As head of F&R Lazarus, Fred Lazarus had already proved himself to be one of the country's most influential retailers. In 1939, he was alarmed to note that the Thanksgiving Holiday was set to occur on the last day on November, thereby reducing the precious selling period between that holiday and Christmas. He personally launched a campaign to fix the holiday permanently on the last Thursday of the month in order to maximise sales potential weekend. That proposal was signed into law by President Roosevelt two years later.

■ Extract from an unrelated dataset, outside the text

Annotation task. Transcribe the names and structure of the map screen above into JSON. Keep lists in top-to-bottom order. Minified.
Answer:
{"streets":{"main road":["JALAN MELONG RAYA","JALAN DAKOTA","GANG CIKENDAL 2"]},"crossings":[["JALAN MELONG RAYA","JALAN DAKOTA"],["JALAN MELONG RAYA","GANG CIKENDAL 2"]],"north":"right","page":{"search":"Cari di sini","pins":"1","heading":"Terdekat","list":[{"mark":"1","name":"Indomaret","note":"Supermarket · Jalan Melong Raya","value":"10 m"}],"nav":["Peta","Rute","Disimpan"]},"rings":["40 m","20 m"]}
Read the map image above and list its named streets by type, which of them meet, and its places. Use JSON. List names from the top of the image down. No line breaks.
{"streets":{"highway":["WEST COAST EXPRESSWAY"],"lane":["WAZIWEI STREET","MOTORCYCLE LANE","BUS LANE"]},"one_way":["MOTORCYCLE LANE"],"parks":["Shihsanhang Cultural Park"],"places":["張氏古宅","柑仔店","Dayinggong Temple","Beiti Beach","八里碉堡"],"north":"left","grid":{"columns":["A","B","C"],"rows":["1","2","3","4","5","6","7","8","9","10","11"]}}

Over the following years the group expanded steadily, opening stores in new cities, and later moving into the new environment of suburban shopping malls. But like its now much larger rivals, Federated was unprepared for the sudden challenge delivered by discount retailers such as Wal-Mart during the 1980s, and profits plunged towards the end of the decade. After a hostile takeover in 1988 by the Campeau Corporation, the group was slimmed down, with several chains, including Foley's and Filene's sold off. But saddled with huge debts from its various past takeovers, Federated's business continued to worsen, and the group filed for bankruptcy in 1990. It was wholly restructured before re-emerging in 1992. Two years later it acquired Macy's. First founded in 1858 by Rowland H Macy as a dry goods store, it became the world's single biggest department store in 1924 (a position it holds to this day), and launched its first Thanksgiving Parade the same year. It too had expanded after the war, but was equally hard hit by the harsher retail environment of the 1980s, and had also filed for bankruptcy in 1989.
The combined Federated-Macy's business consolidated its operations over the next few years. Having acquired an extensive collection of different brand-name stores since the 1950s, it began pruning its collection, rebranding blocks of stores under a smaller roster of names, such as Bon Marche, Burdines, Rich's, Lazarus and Goldsmith. In 2003 and 2004, these regional stores groups were again rebranded to incorporate the Macy's brand, and their original names were finally phased out during 2005. Also that year, Federated announced plans to acquire smaller rival May Department Stores. The two groups had talked about merger on several occasions since the 1980s, but the latest negotiations were said to have been triggered by the departure of May's chairman & CEO at the end of 2004.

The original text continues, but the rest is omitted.